My more important difference with Hyde involves her insistence on treating sex differences as independent bits and pieces rather than as profiles. When are traits of personality, ability, and social behavior rightly treated independently? When should they be added up? These questions come up all the time in the social and behavioral sciences, and there are no cookbook recipes to go by.
To illustrate, let’s say we’re investigating personality differences and discover that people in Group A (the group could be based on any kind of common membership, not just sex) are somewhat more outgoing on average than people in Group B, with “somewhat” meaning that d = +0.35.
We get to know these groups better and determine that Group A is also somewhat warmer on average than Group B, with d = +0.35. Should we represent the two groups as separated by a mean personality difference of +0.35? Add the two effect sizes and say they are separated by a difference of +0.70? Or something in between?
I say that the answer is something close to +0.35. Outgoing and warm are nearly synonymous. The additional information hasn’t given us reason to think that the two groups of people are much more different than we already knew.
Suppose instead that we determine that Group A is also more emotionally stable than Group B, with d = +0.35. Should we continue to represent the two groups as separated by an average of +0.35? An aggregate of +0.70? Or something in between?
This time, I argue that the answer has to be closer to +0.70. We’re comparing people who are both warmer and more emotionally stable with people who are more aloof and easily upset. The personalities of the two groups are (on average) definitely more different than we knew before.
We continue to learn more about the two groups. We learn that one group is more prudent, the other more happy-go-lucky; one group is more practical, the other more imaginative; and so on. In some cases, the additional traits on which the groups differ are so closely related that the new knowledge adds only a small amount to the difference; in other cases, the new information adds a lot to the degree of their difference. But whether increments are small or large, my view is that individual differences that are conceptually related should routinely be aggregated.
Psychologist Marco Del Giudice, a leading advocate for aggregating sex differences in personality, uses an analogy with the distance between towns. If I tell you that one town is 35 miles west and 35 miles north of another town and ask you the Euclidean distance between the two, it wouldn’t occur to you to take the average of the two and announce that the towns were 35 miles apart. Similarly, it wouldn’t occur to you to add the two and say that the towns are 70 miles apart. You realize that we’re talking about a right triangle and that the hypotenuse is the distance between the two towns. You remember the Pythagorean theorem and know that the distance is therefore the square root of 352 + 352, which works out to about 49.5 miles. If I were then to tell you that the altitude of the two towns differed by 4,000 feet, you would have to recalculate, taking the third dimension of height into account.

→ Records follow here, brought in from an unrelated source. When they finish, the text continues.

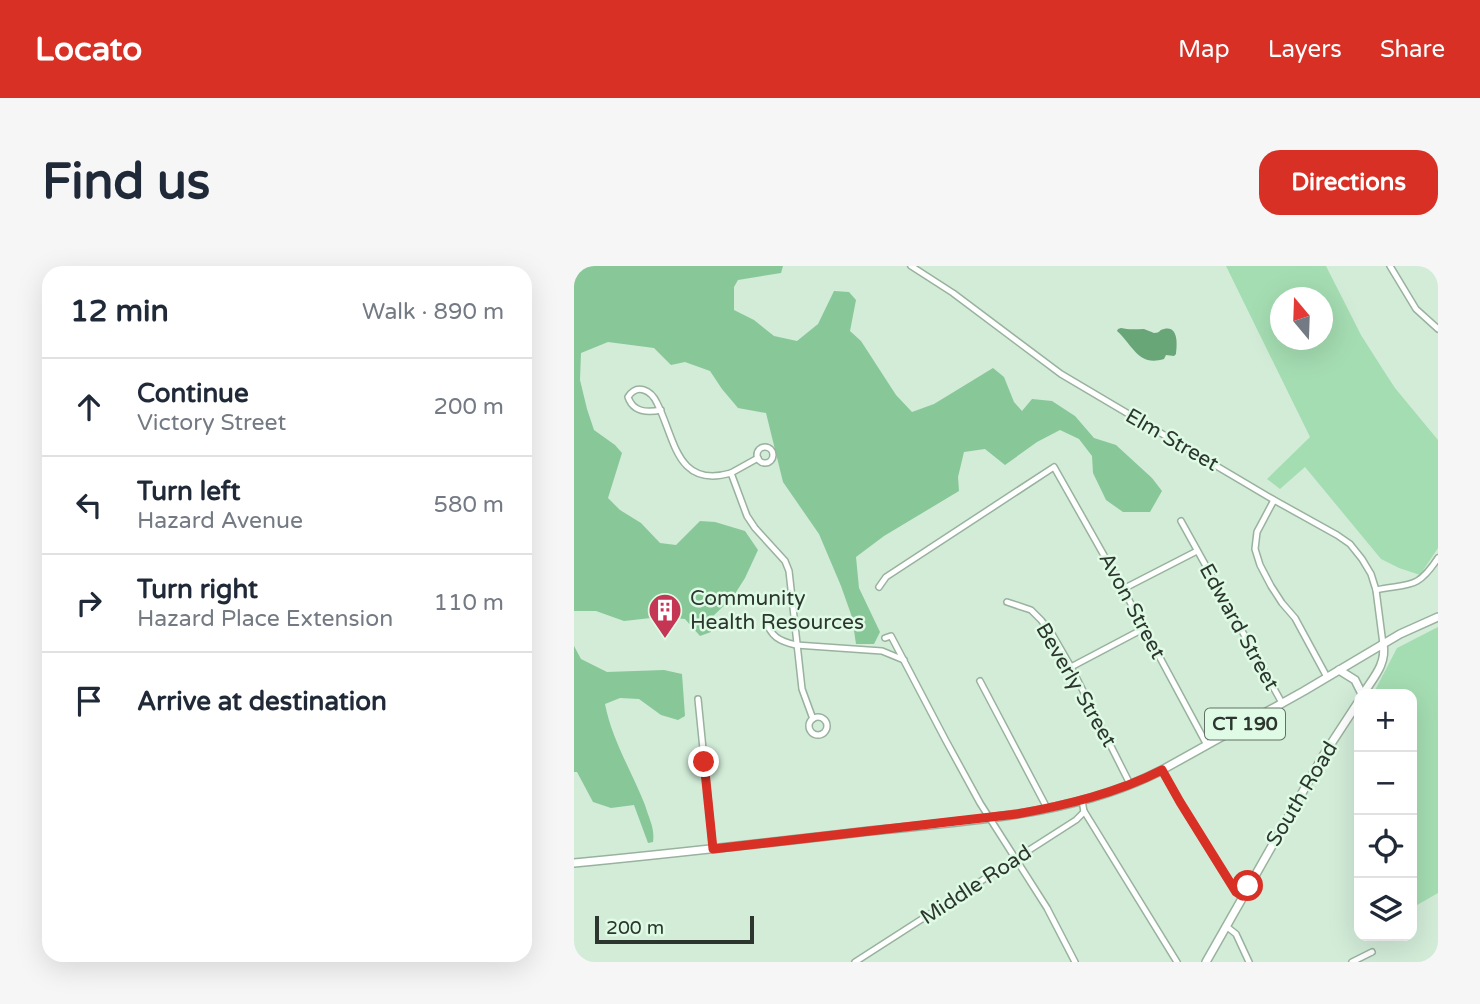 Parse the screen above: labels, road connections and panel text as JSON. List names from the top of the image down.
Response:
{
  "streets": {
    "main road": ["CT 190", "South Road"],
    "street": [
      "Elm Street",
      "Avon Street",
      "Edward Street",
      "Beverly Street",
      "Middle Road"
    ]
  },
  "crossings": [
    ["Elm Street", "CT 190"],
    ["Avon Street", "Edward Street"],
    ["Avon Street", "CT 190"],
    ["Edward Street", "CT 190"],
    ["Beverly Street", "CT 190"]
  ],
  "places": {
    "building": ["Community Health Resources"]
  },
  "scale_bar": "200 m",
  "north": "top",
  "page": {
    "header": "Locato",
    "nav": ["Map", "Layers", "Share"],
    "buttons": "Directions",
    "title": "Find us",
    "heading": ["12 min", "Walk · 890 m"],
    "list": [
      ["Continue", "Victory Street", "200 m"],
      ["Turn left", "Hazard Avenue", "580 m"],
      ["Turn right", "Hazard Place Extension", "110 m"],
      "Arrive at destination"
    ],
    "map_buttons": ["+", "−"],
    "scale": "200 m"
  }
} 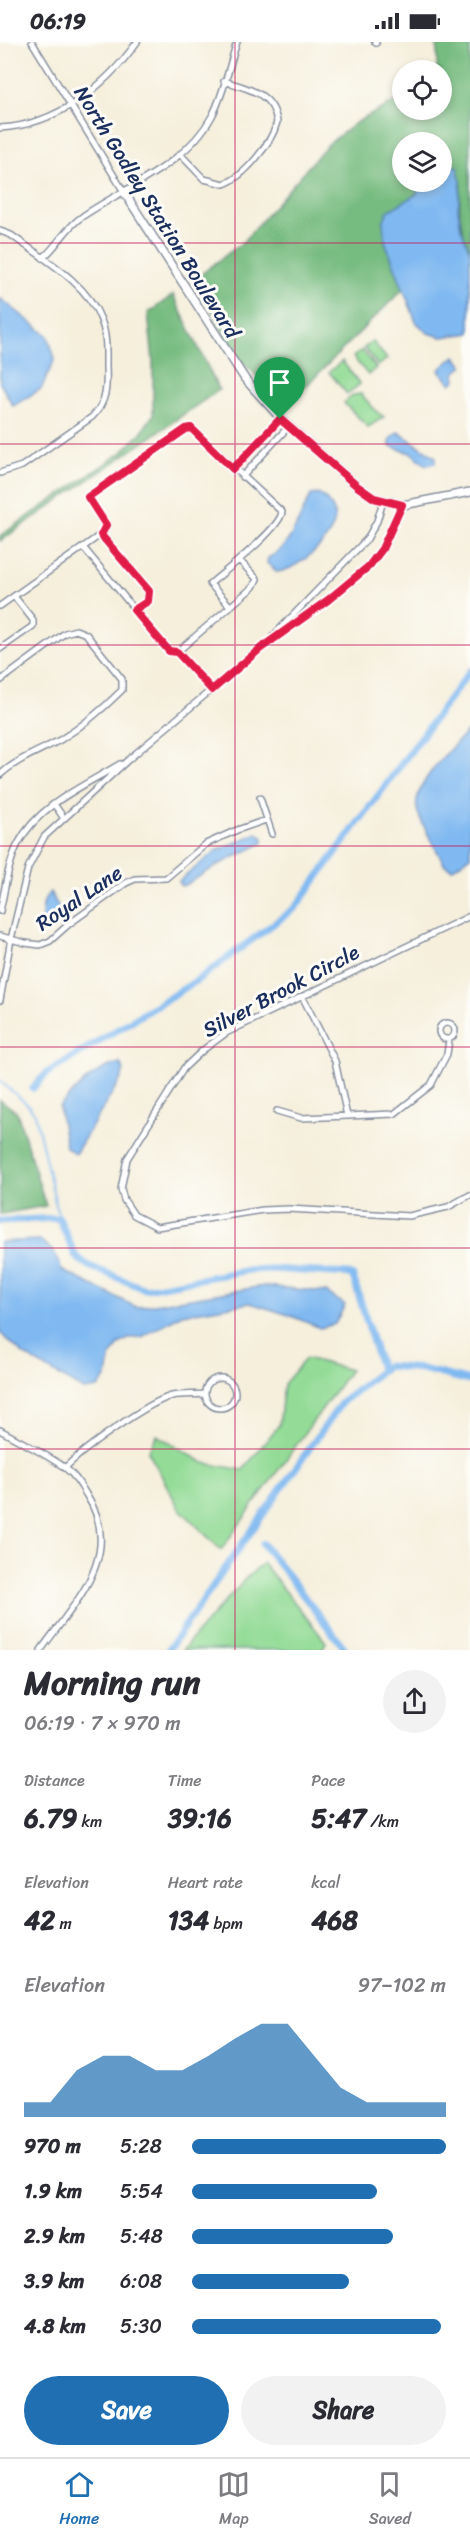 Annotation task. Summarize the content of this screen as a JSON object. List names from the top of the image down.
{
  "streets": {
    "street": ["North Godley Station Boulevard", "Royal Lane", "Silver Brook Circle"]
  },
  "page": {
    "status": "06:19",
    "heading": ["Morning run", "06:19 · 7 × 970 m"],
    "stats": [
      ["Distance", "6.79 km"],
      ["Time", "39:16"],
      ["Pace", "5:47 /km"],
      ["Elevation", "42 m"],
      ["Heart rate", "134 bpm"],
      ["kcal", "468"]
    ],
    "chart": ["Elevation", "97–102 m"],
    "list": [
      {
        "name": "970 m",
        "note": "5:28"
      },
      {
        "name": "1.9 km",
        "note": "5:54"
      },
      {
        "name": "2.9 km",
        "note": "5:48"
      },
      {
        "name": "3.9 km",
        "note": "6:08"
      },
      {
        "name": "4.8 km",
        "note": "5:30"
      }
    ],
    "buttons": ["Save", "Share"],
    "tabs": ["Home", "Map", "Saved"]
  }
} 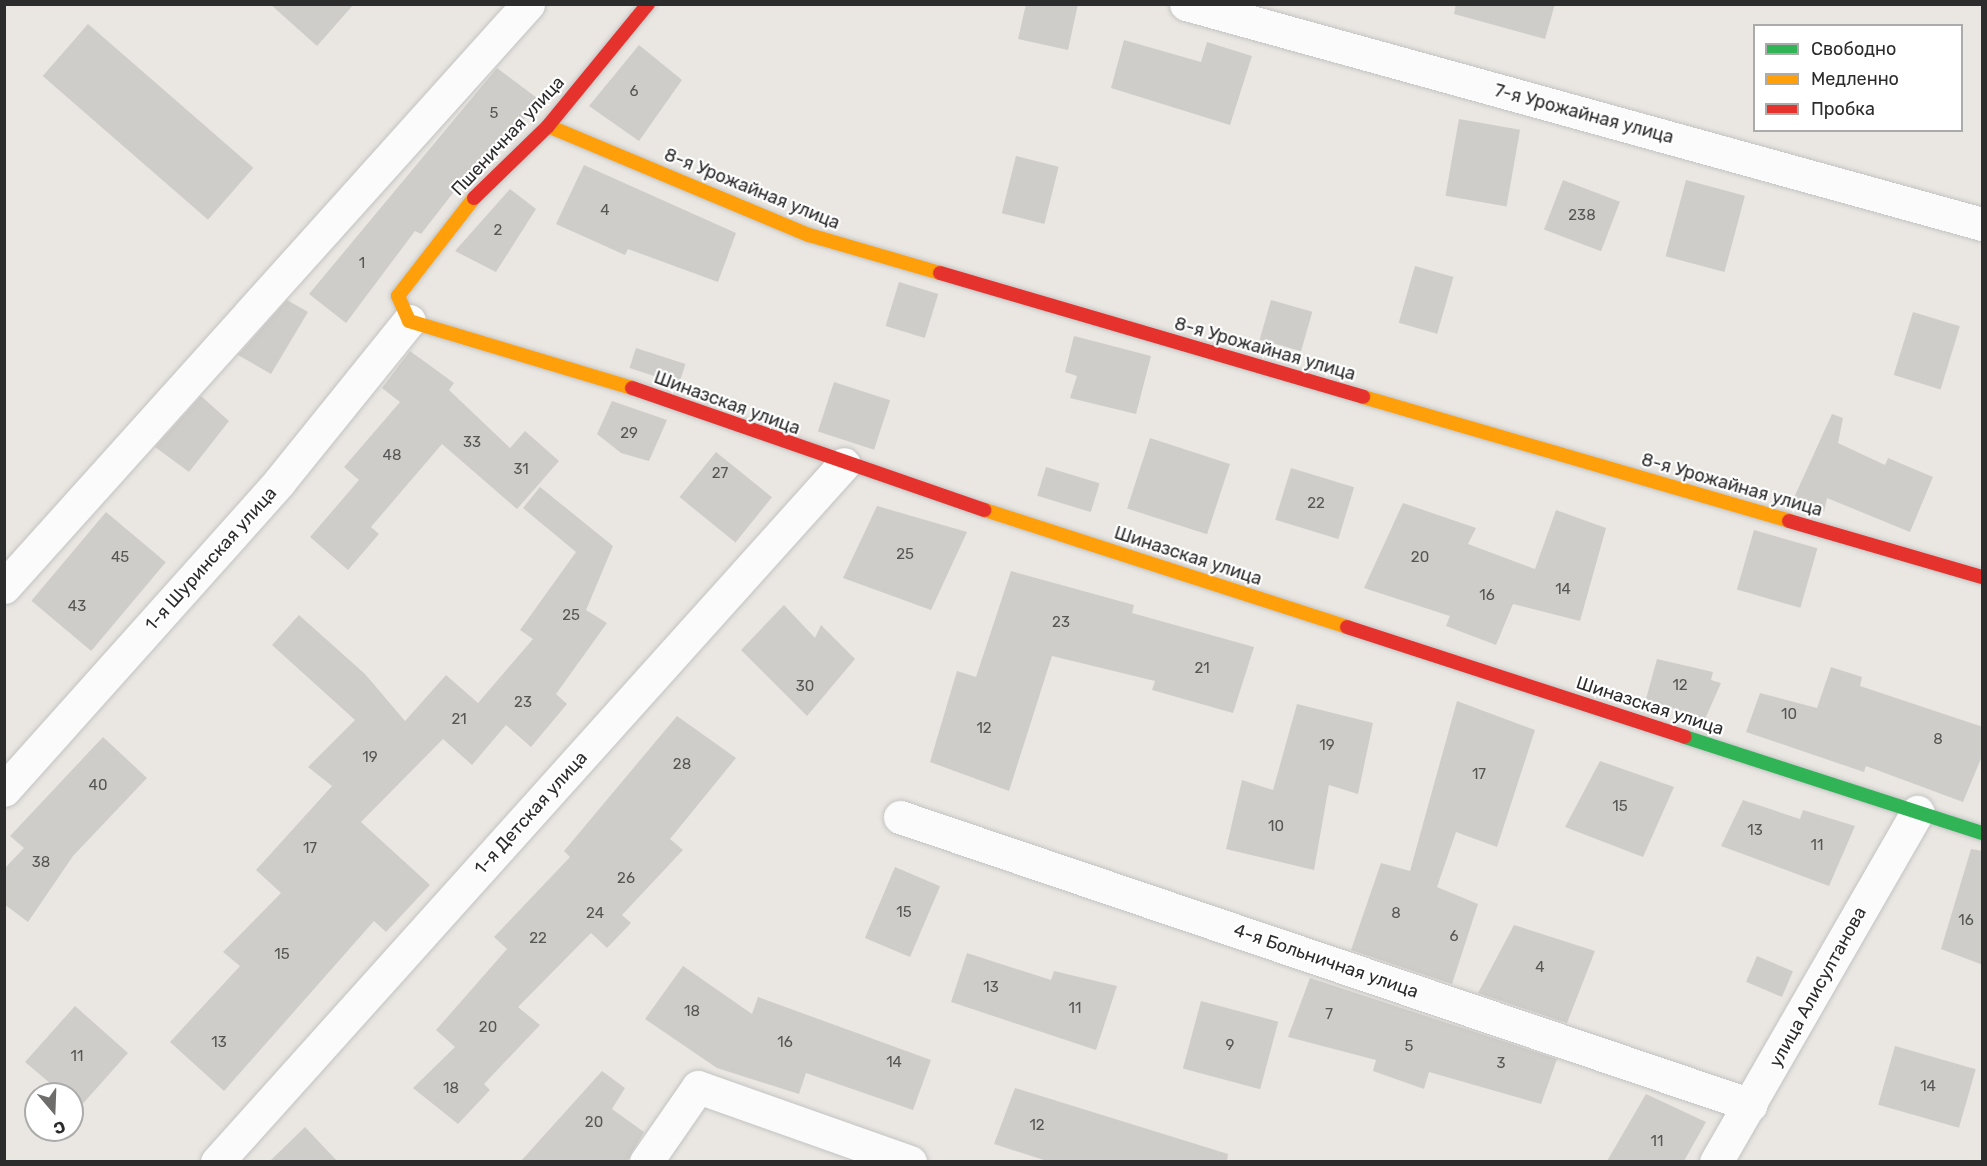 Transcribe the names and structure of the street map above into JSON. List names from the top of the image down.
{
  "streets": {
    "street": [
      "7-я Урожайная улица",
      "Пшеничная улица",
      "8-я Урожайная улица",
      "Шиназская улица",
      "1-я Шуринская улица",
      "1-я Детская улица",
      "4-я Больничная улица",
      "улица Алисултанова"
    ]
  },
  "crossings": [
    ["Пшеничная улица", "8-я Урожайная улица"],
    ["Пшеничная улица", "Шиназская улица"],
    ["Пшеничная улица", "1-я Шуринская улица"],
    ["Шиназская улица", "1-я Шуринская улица"],
    ["Шиназская улица", "1-я Детская улица"],
    ["Шиназская улица", "улица Алисултанова"],
    ["4-я Больничная улица", "улица Алисултанова"]
  ],
  "house_numbers": [
    "6",
    "5",
    "4",
    "238",
    "2",
    "1",
    "29",
    "33",
    "48",
    "31",
    "27",
    "22",
    "25",
    "45",
    "20",
    "14",
    "16",
    "43",
    "25",
    "23",
    "21",
    "12",
    "30",
    "23",
    "10",
    "21",
    "12",
    "8",
    "19",
    "19",
    "28",
    "17",
    "40",
    "15",
    "10",
    "13",
    "11",
    "17",
    "38",
    "26",
    "15",
    "24",
    "8",
    "16",
    "6",
    "22",
    "15",
    "4",
    "13",
    "11",
    "18",
    "7",
    "20",
    "13",
    "16",
    "9",
    "5",
    "11",
    "14",
    "3",
    "14",
    "18",
    "20",
    "12",
    "11"
  ],
  "legend": ["Свободно", "Медленно", "Пробка"],
  "north": "bottom"
} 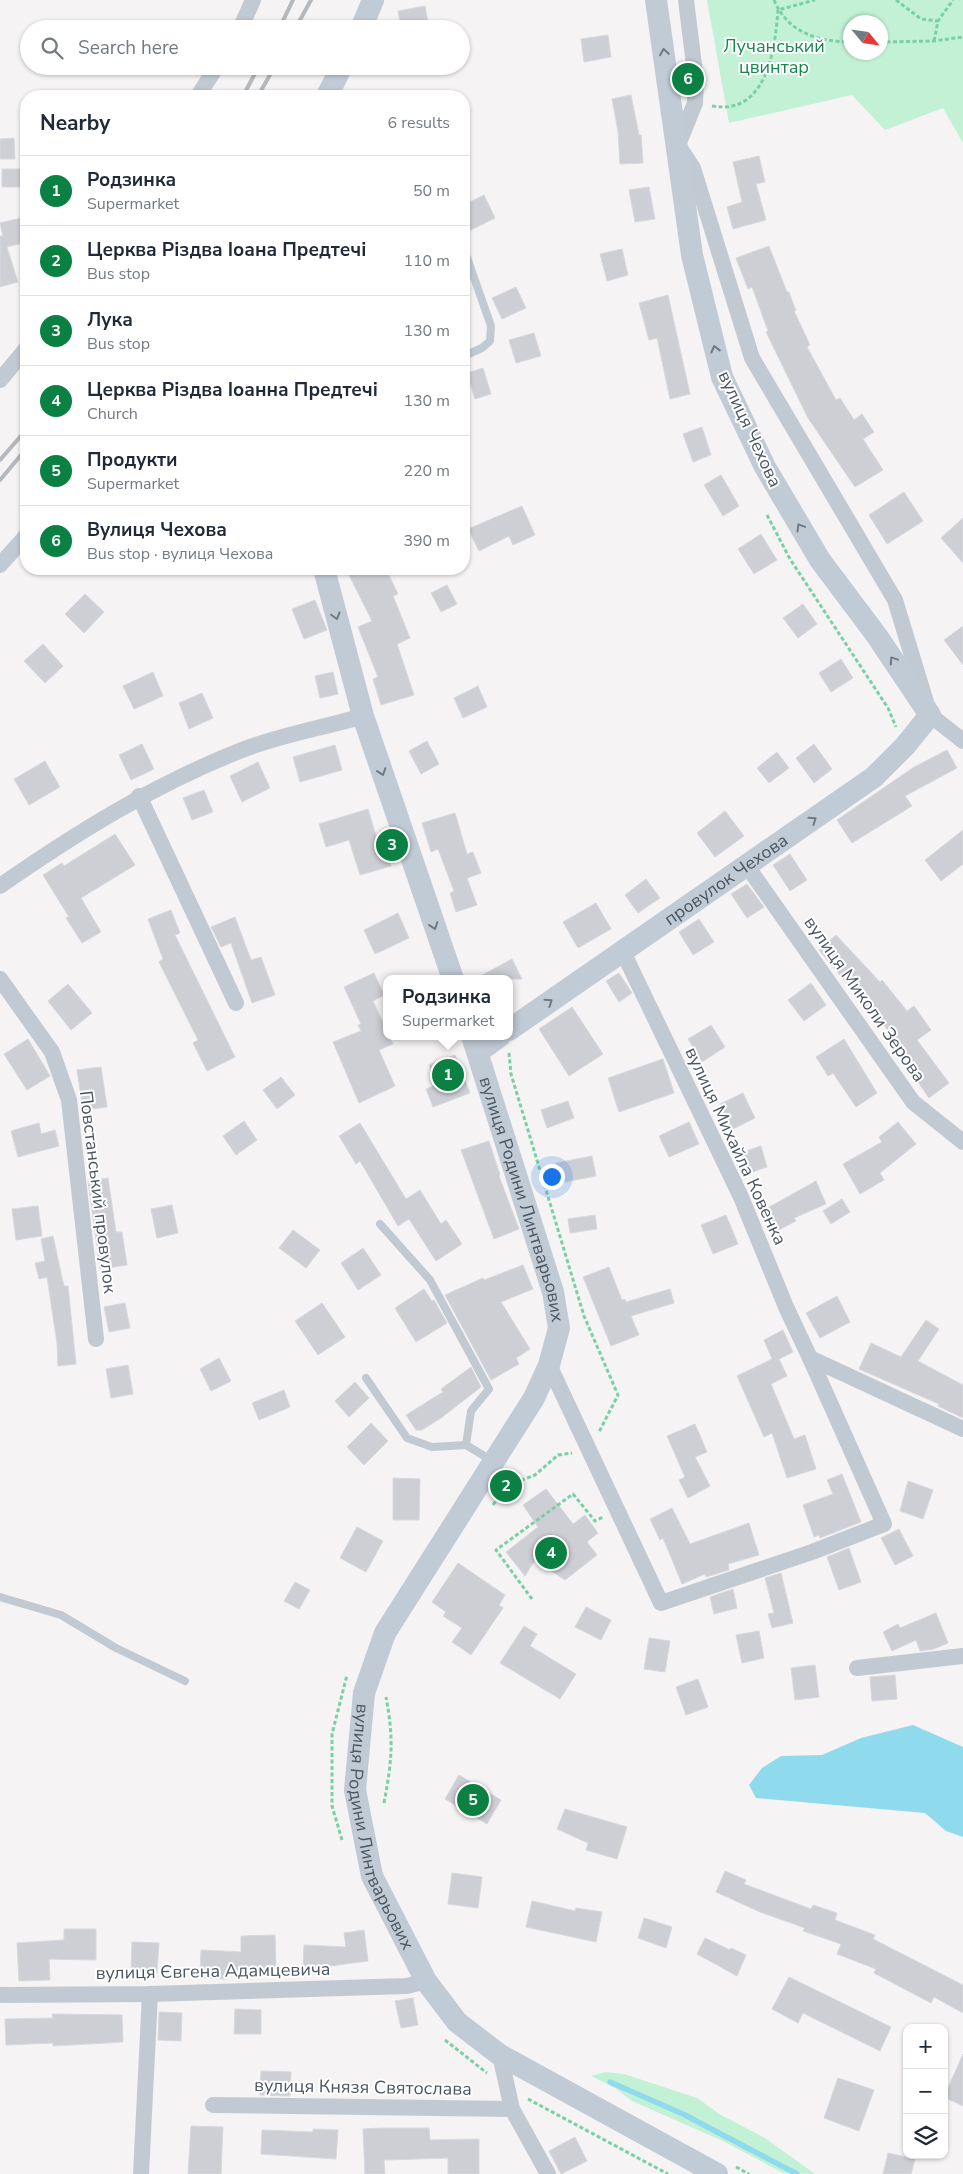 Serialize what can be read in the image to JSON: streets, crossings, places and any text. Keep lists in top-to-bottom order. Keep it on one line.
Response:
{"streets":{"main road":["вулиця Чехова","провулок Чехова","вулиця Родини Линтварьових"],"street":["вулиця Миколи Зерова","вулиця Михайла Ковенка","Повстанський провулок","вулиця Євгена Адамцевича","вулиця Князя Святослава"]},"crossings":[["вулиця Чехова","провулок Чехова"],["провулок Чехова","вулиця Миколи Зерова"],["провулок Чехова","вулиця Михайла Ковенка"],["вулиця Родини Линтварьових","вулиця Євгена Адамцевича"]],"one_way":["вулиця Чехова","провулок Чехова"],"parks":["Лучанський цвинтар"],"north":"bottom right","page":{"search":"Search here","pins":["6","3","1","2","4","5"],"heading":["Nearby","6 results"],"list":[{"mark":"1","name":"Родзинка","note":"Supermarket","value":"50 m"},{"mark":"2","name":"Церква Різдва Іоана Предтечі","note":"Bus stop","value":"110 m"},{"mark":"3","name":"Лука","note":"Bus stop","value":"130 m"},{"mark":"4","name":"Церква Різдва Іоанна Предтечі","note":"Church","value":"130 m"},{"mark":"5","name":"Продукти","note":"Supermarket","value":"220 m"},{"mark":"6","name":"Вулиця Чехова","note":"Bus stop · вулиця Чехова","value":"390 m"}],"popup":["Родзинка","Supermarket"],"map_buttons":["+","−"]}}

I like the analogy in part because the correct answer is so intuitively satisfying: We neither treat the three measures of distance separately nor simply combine the raw measures. Some method of aggregation that falls between averaging and simple addition seems right.
If you still want to average traits or treat them separately, my argument does not compel you to change your mind. I’ve made it through analogy and an appeal to intuition. But you should come to grips with how radical your solution is. If two indicators are involved, averaging cuts the simple sum of the two effect sizes by half. With three indicators, it cuts the simple sum by two-thirds. Suppose 10 indicators are involved. Averaging the results gives you an estimate of the sex difference that is just one-tenth of the estimate you would get by adding up the effect sizes. Doesn’t that seem like too much of a discount? This is a nontechnical way of saying that cognitive repertoires commonly involve multidimensional constructs, and the measure of male-female differences must be multidimensional as well.[17]
In the same way that it is possible to compute the geographical distance separating two towns given two measures of their distance on the cardinal points of the compass, it is possible to compute distance in multidimensional space. The most widely used statistic for expressing multivariate distance is called Mahalanobis D, named after the Indian statistician, Prasanta Mahalanobis, who developed it. The algorithm for calculating D does what I have argued intuition tells us it should, taking correlations into account. Suppose that variables have correlations near zero. D converges on the Euclidean distance. The higher the correlation between variables, the less D is augmented by including them. When a new variable is a linear combination of variables already in the equation, D is not augmented at all.18 The note also gives you references disputing his position (one of them by Hyde) and Del Giudice’s response to them.
In assessing the various arguments for and against, three points need to be kept in mind. First, Mahalanobis D or any other method of aggregation must be used cautiously. In all complex statistical analyses, the validity of the results depends on interpreting the statistic with its limitations in mind.
But that leads to my second point: When I talk about indicators of sex differences being “conceptually related,” I am not appealing to esoteric social science abstractions. To go back to my example, traits like warmth and emotional stability are characteristics with which we’re all familiar from everyday life. We can effortlessly think of them as continua from coldly aloof to gushingly friendly; from rock-solid calm to emotionally volcanic. We’ve had experience with people who have different combinations of the two traits. In the same way, given normal standards of technical care in the application of multidimensional measures of distance and a clear narrative description of the logic for combining traits, aggregated measures of multidimensional distance can enhance our understanding of sex differences.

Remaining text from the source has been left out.